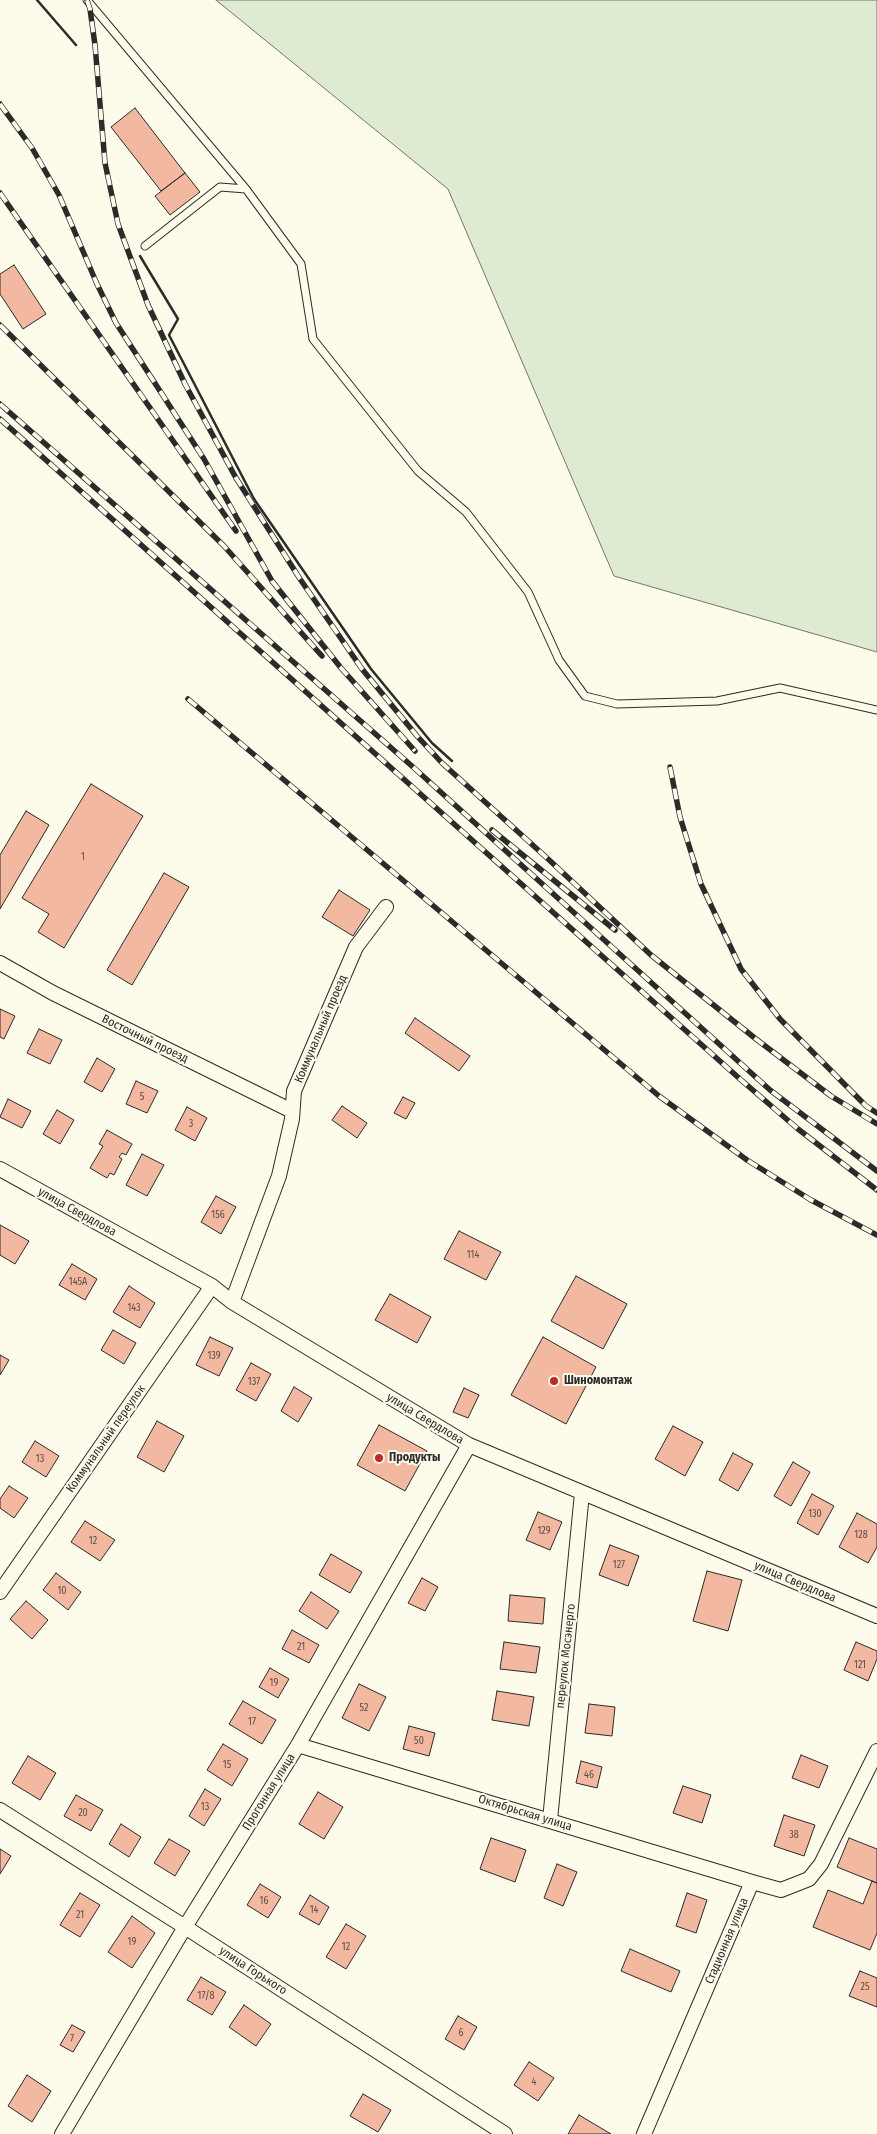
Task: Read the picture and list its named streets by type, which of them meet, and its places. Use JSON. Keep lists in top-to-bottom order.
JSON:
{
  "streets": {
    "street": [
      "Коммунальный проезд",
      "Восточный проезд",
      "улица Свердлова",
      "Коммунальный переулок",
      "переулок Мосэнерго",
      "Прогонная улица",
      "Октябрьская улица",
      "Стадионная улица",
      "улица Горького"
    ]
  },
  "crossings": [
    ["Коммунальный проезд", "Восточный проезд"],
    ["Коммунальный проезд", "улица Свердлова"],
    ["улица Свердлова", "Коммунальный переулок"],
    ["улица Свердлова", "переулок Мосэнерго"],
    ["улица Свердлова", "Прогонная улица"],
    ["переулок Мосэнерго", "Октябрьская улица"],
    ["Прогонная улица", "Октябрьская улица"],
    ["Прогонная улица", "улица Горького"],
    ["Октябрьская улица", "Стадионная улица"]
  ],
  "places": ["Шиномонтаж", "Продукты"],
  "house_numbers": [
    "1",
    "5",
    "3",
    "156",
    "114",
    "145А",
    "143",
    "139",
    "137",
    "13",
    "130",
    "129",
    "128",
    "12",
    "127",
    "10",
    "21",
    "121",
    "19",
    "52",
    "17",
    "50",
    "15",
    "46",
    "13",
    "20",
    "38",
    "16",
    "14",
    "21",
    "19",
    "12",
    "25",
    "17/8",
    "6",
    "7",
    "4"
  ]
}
• • • • •
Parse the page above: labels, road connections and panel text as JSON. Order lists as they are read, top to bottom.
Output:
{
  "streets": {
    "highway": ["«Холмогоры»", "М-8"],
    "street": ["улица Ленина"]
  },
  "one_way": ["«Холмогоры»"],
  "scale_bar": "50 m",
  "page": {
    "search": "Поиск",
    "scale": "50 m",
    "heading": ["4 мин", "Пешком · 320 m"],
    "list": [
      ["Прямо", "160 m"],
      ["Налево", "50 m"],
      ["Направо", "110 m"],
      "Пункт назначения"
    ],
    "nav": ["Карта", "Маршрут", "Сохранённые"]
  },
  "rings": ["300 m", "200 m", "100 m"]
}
• • • • •
:: Directions ::
The total is all that is wanted here: please count the lines of the material that contain the word "lists".

:: Answer box ::
2